> **Work to be completed**:
Each of the entries below is to be written out exactly, and the images skipped.

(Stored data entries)
*** Begin section ***

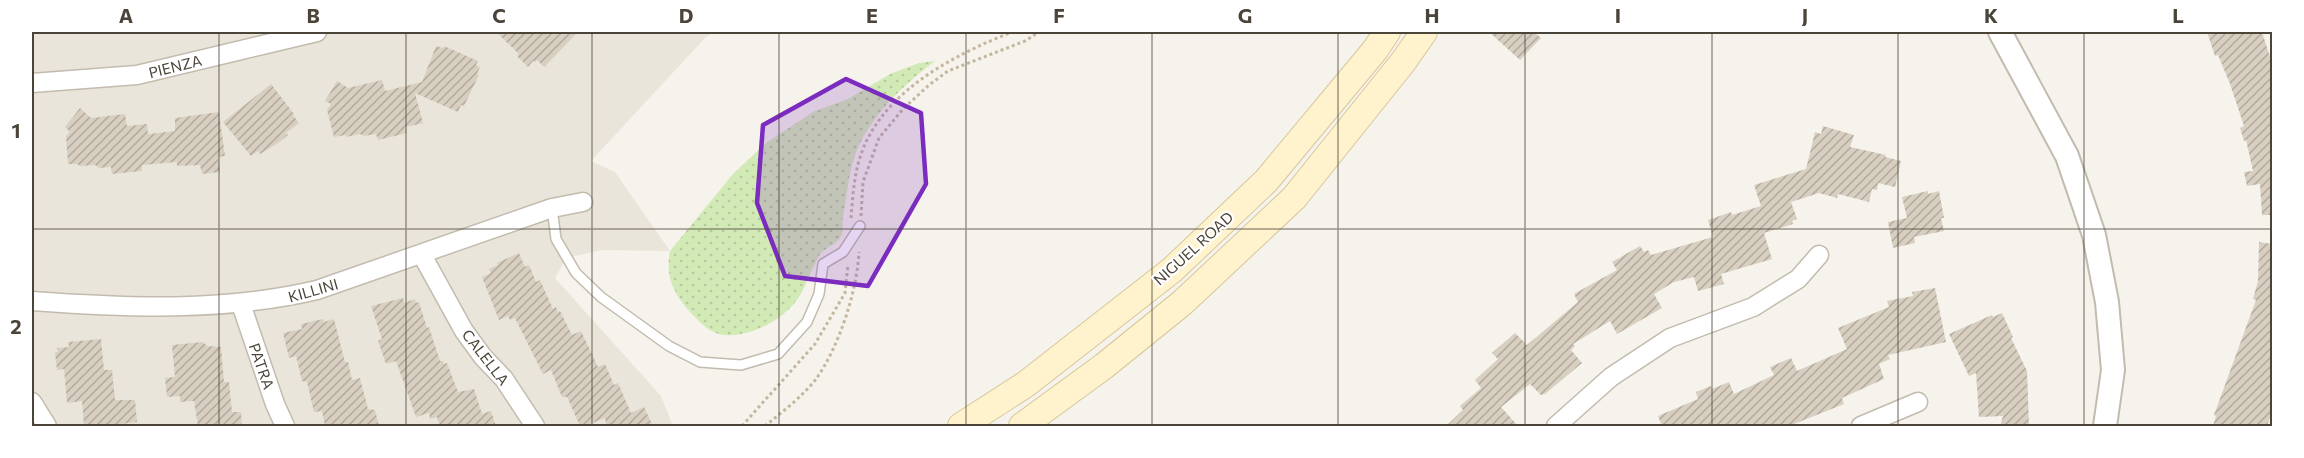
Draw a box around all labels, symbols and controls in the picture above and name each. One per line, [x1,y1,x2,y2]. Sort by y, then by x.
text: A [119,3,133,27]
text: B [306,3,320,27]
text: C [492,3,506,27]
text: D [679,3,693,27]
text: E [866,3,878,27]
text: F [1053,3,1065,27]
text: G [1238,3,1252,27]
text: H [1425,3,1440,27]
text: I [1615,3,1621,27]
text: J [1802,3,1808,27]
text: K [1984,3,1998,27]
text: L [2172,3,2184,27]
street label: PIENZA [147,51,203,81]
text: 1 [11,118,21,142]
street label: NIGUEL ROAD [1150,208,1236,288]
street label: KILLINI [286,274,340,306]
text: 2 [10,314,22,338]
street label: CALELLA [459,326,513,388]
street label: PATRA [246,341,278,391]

*** End section ***

> **Solution to the exercise**:
Draw a box around all labels, symbols and controls in the picture above and name each. One per line, [x1,y1,x2,y2]. Sort by y, then by x.
text: A [119,3,133,27]
text: B [306,3,320,27]
text: C [492,3,506,27]
text: D [679,3,693,27]
text: E [866,3,878,27]
text: F [1053,3,1065,27]
text: G [1238,3,1252,27]
text: H [1425,3,1440,27]
text: I [1615,3,1621,27]
text: J [1802,3,1808,27]
text: K [1984,3,1998,27]
text: L [2172,3,2184,27]
street label: PIENZA [147,51,203,81]
text: 1 [11,118,21,142]
street label: NIGUEL ROAD [1150,208,1236,288]
street label: KILLINI [286,274,340,306]
text: 2 [10,314,22,338]
street label: CALELLA [459,326,513,388]
street label: PATRA [246,341,278,391]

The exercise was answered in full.